Bottom Line: You don’t have to sacrifice strong performance
Many investors have found that they can make money and do good by owning funds that invest in companies that meet high standards in how they treat the environment, their communities and employees, and shareholders. In the past, that meant focusing on certain stocks in the US and other developed countries. But in recent years, at least 10 mutual funds and exchange-traded funds (ETFs) have been created that focus on emerging-market stocks that meet these standards. Also among the criteria, tobacco companies and weapons manufacturers typically are excluded.
A 2016 study found that an index of companies that met the standards did as well as or better than a standard emerging-market index. Among the reasons: Companies that pass these demanding screens tend to be well-run…retain talented managers who allocate capital wisely…and avoid major scandals. Technology companies often are a heavy presence. And government-controlled companies, which often act on political motives over profit motives, tend to neglect shareholder interests.

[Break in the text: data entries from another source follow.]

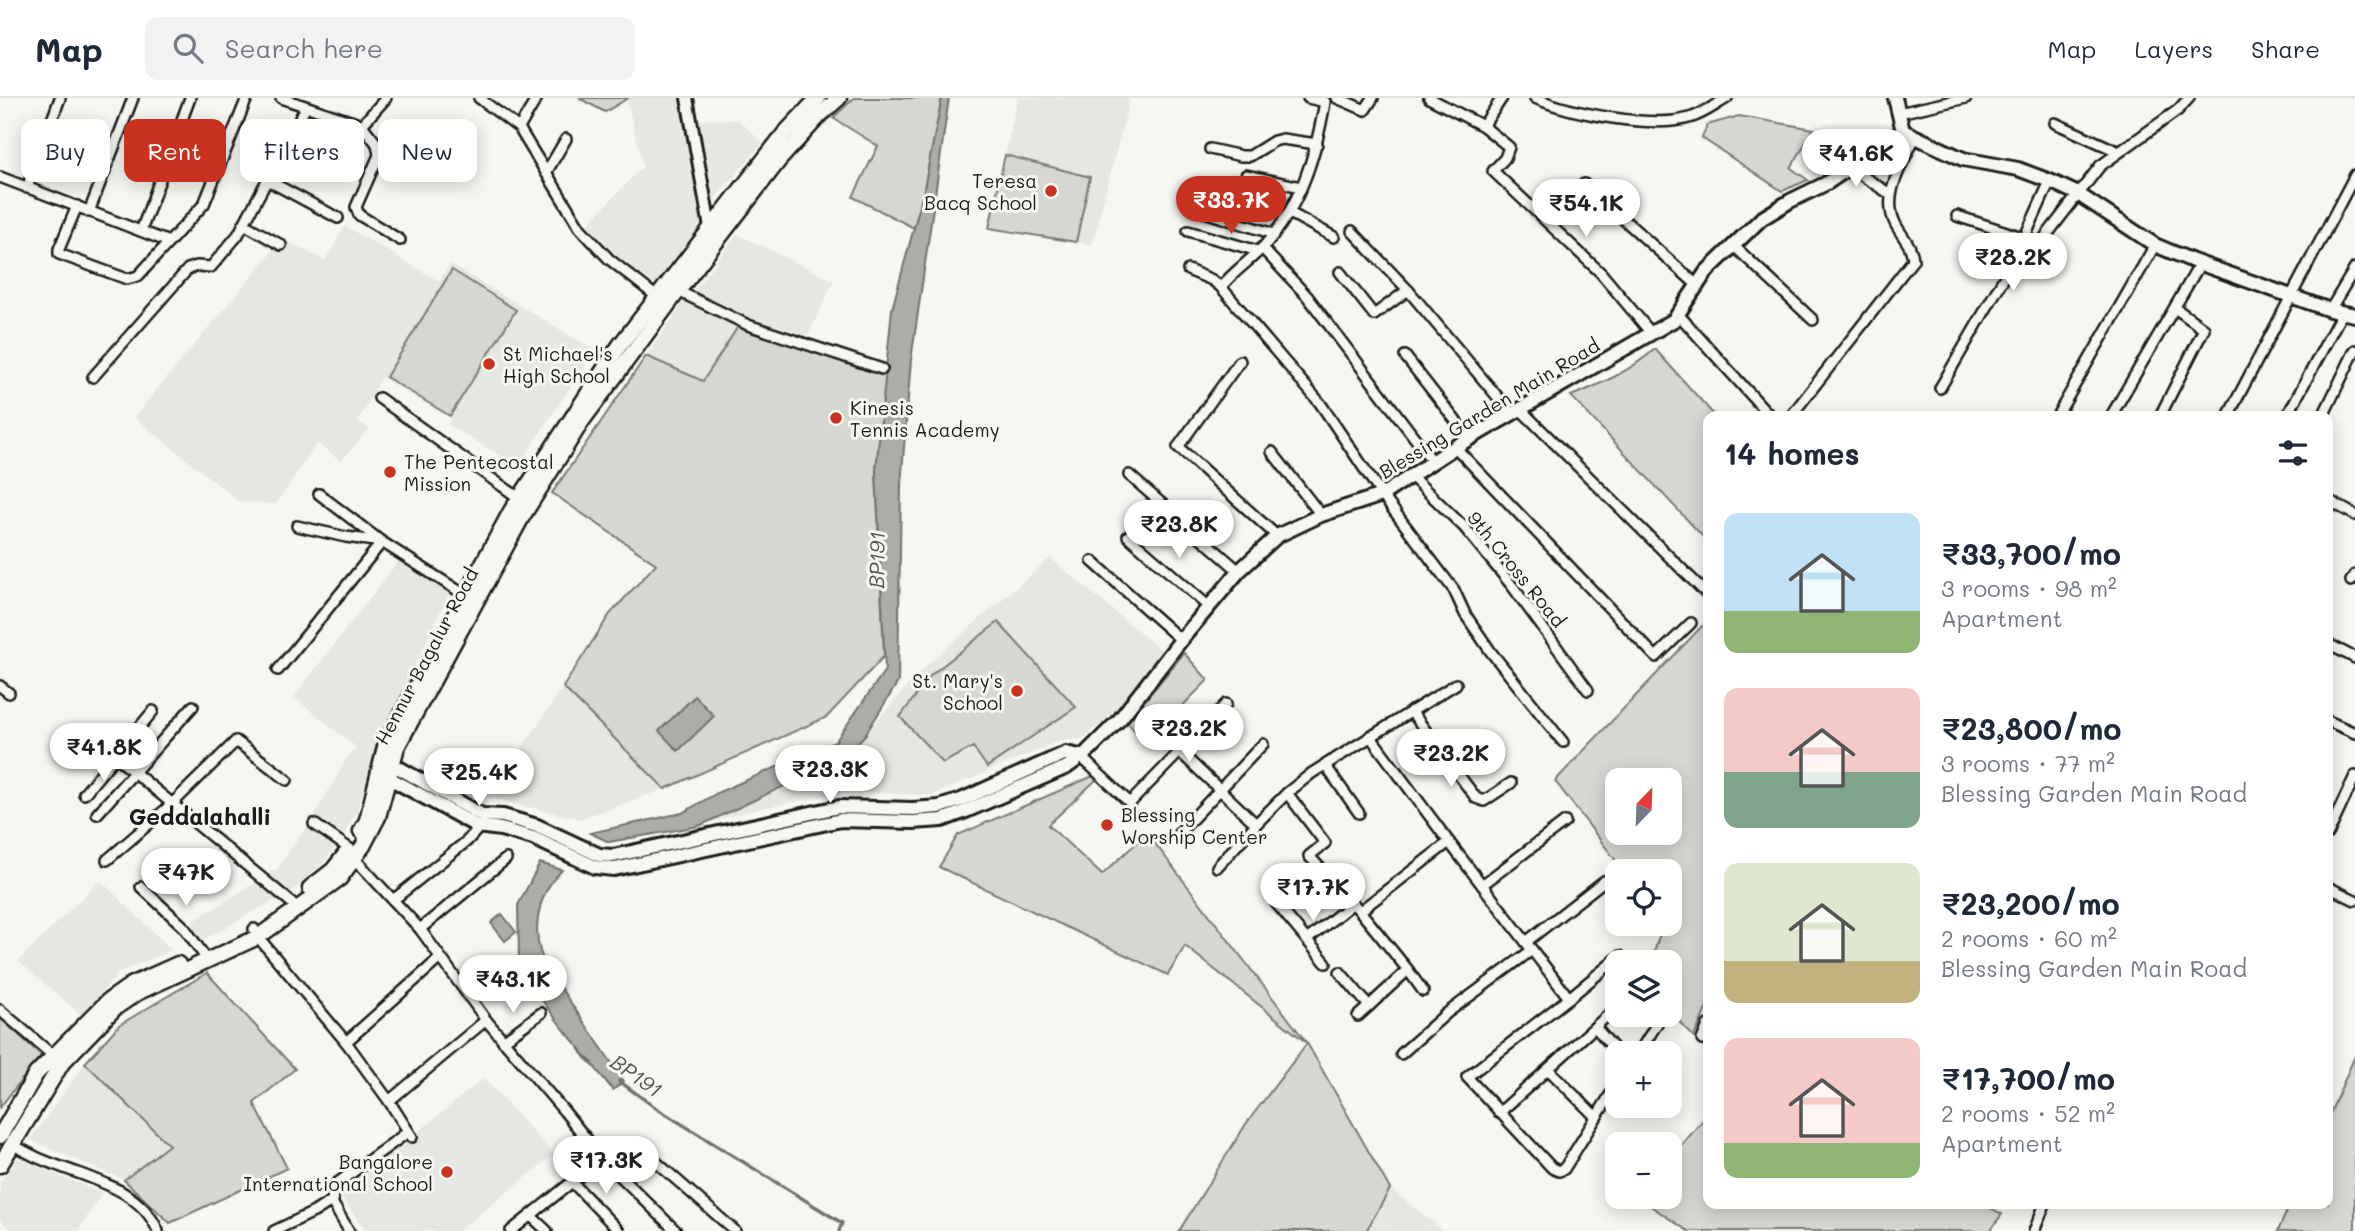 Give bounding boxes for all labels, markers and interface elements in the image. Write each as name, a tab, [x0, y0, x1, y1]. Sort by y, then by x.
search box	[145, 17, 635, 80]
text: Map	[35, 27, 103, 70]
icon: search	[169, 29, 207, 67]
text: Search here	[225, 31, 383, 65]
text: Map	[2048, 33, 2096, 64]
text: Layers	[2134, 33, 2213, 64]
text: Share	[2251, 33, 2320, 64]
chip: Buy	[21, 119, 110, 182]
chip: Rent	[124, 119, 226, 182]
chip: Filters	[240, 119, 364, 182]
chip: New	[378, 119, 477, 182]
pin: ₹41.6K	[1799, 130, 1913, 189]
text: ₹41.6K	[1818, 137, 1894, 167]
place label: Teresa Bacq School	[924, 168, 1037, 215]
pin: ₹33.7K	[1174, 176, 1288, 236]
pin: ₹54.1K	[1529, 180, 1643, 239]
marker: Teresa Bacq School	[1043, 183, 1059, 199]
text: ₹33.7K	[1192, 184, 1270, 214]
text: ₹54.1K	[1548, 187, 1624, 217]
pin: ₹28.2K	[1956, 234, 2070, 293]
text: ₹28.2K	[1974, 241, 2052, 271]
street label: Blessing Garden Main Road	[1374, 332, 1604, 484]
place label: St Michael's High School	[503, 341, 613, 388]
marker: St Michael's High School	[481, 356, 497, 372]
place label: Kinesis Tennis Academy	[850, 395, 1000, 442]
marker: Kinesis Tennis Academy	[828, 410, 844, 426]
text: 14 homes	[1724, 433, 1860, 473]
icon: filters	[2274, 434, 2312, 472]
place label: The Pentecostal Mission	[404, 449, 554, 496]
marker: The Pentecostal Mission	[382, 464, 398, 480]
pin: ₹23.8K	[1122, 500, 1236, 560]
street label: 9th Cross Road	[1462, 506, 1572, 632]
text: ₹23.8K	[1140, 508, 1218, 538]
water label: BP191	[862, 531, 890, 589]
text: ₹33,700/mo	[1941, 533, 2121, 573]
icon: home	[1780, 541, 1864, 625]
street label: Hennur Bagalur Road	[369, 563, 483, 749]
text: 3 rooms · 98 m²	[1941, 573, 2117, 603]
text: Apartment	[1941, 603, 2063, 633]
place label: St. Mary's School	[912, 668, 1003, 715]
marker: St. Mary's School	[1009, 683, 1025, 699]
pin: ₹23.2K	[1132, 704, 1246, 764]
text: ₹23,800/mo	[1941, 708, 2122, 748]
text: ₹23.2K	[1151, 712, 1227, 742]
icon: home	[1780, 716, 1864, 800]
pin: ₹41.8K	[47, 724, 161, 783]
pin: ₹23.2K	[1394, 730, 1508, 789]
text: ₹41.8K	[66, 731, 142, 761]
text: ₹23.2K	[1413, 737, 1489, 767]
pin: ₹23.3K	[773, 746, 887, 805]
pin: ₹25.4K	[422, 748, 536, 808]
text: 3 rooms · 77 m²	[1941, 748, 2115, 778]
text: ₹23.3K	[791, 753, 869, 783]
text: ₹25.4K	[440, 756, 518, 786]
north arrow	[1605, 768, 1682, 845]
map controls	[1605, 768, 1682, 1209]
text: Blessing Garden Main Road	[1941, 778, 2247, 808]
district label: Geddalahalli	[129, 801, 271, 831]
place label: Blessing Worship Center	[1121, 802, 1268, 849]
marker: Blessing Worship Center	[1099, 817, 1115, 833]
pin: ₹47K	[145, 848, 227, 908]
text: ₹47K	[157, 856, 215, 886]
button: locate	[1605, 859, 1682, 936]
pin: ₹17.7K	[1256, 864, 1370, 923]
text: ₹17.7K	[1276, 871, 1350, 901]
text: ₹23,200/mo	[1941, 883, 2120, 923]
icon: home	[1780, 891, 1864, 975]
text: 2 rooms · 60 m²	[1941, 923, 2117, 953]
button: layers	[1605, 950, 1682, 1027]
text: Blessing Garden Main Road	[1941, 953, 2247, 983]
pin: ₹43.1K	[456, 956, 570, 1015]
text: ₹43.1K	[475, 963, 551, 993]
button: +	[1605, 1041, 1682, 1118]
water label: BP191	[606, 1048, 668, 1102]
text: ₹17,700/mo	[1941, 1058, 2115, 1098]
icon: home	[1780, 1066, 1864, 1150]
text: 2 rooms · 52 m²	[1941, 1098, 2115, 1128]
text: Apartment	[1941, 1128, 2063, 1158]
button: −	[1605, 1132, 1682, 1209]
pin: ₹17.3K	[549, 1136, 663, 1196]
text: ₹17.3K	[569, 1144, 643, 1174]
place label: Bangalore International School	[244, 1149, 433, 1196]
marker: Bangalore International School	[439, 1164, 455, 1180]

Two attractive emerging-market ETFs that invest with a social conscience…
iShares MSCI Emerging Markets ESG Optimized ETF (ESGE) invests in about 240 companies scoring high in a screen of 37 environmental, social and governance (ESG) criteria. Launched in June 2016, it has a heavier allocation to tech than conventional emerging-market funds do and smaller allocation to energy and telecom firms, which often are government-controlled. One-year performance through May 15, 2018: 14.5%.
SPDR MSCI Emerging Markets Fossil Fuel Reserves Free ETF (EEMX) is best for investors who put a priority on energy conservation and reducing the world’s carbon footprint. The fund, started in October 2016, excludes oil and coal-mining companies. One-year performance: 12.9%.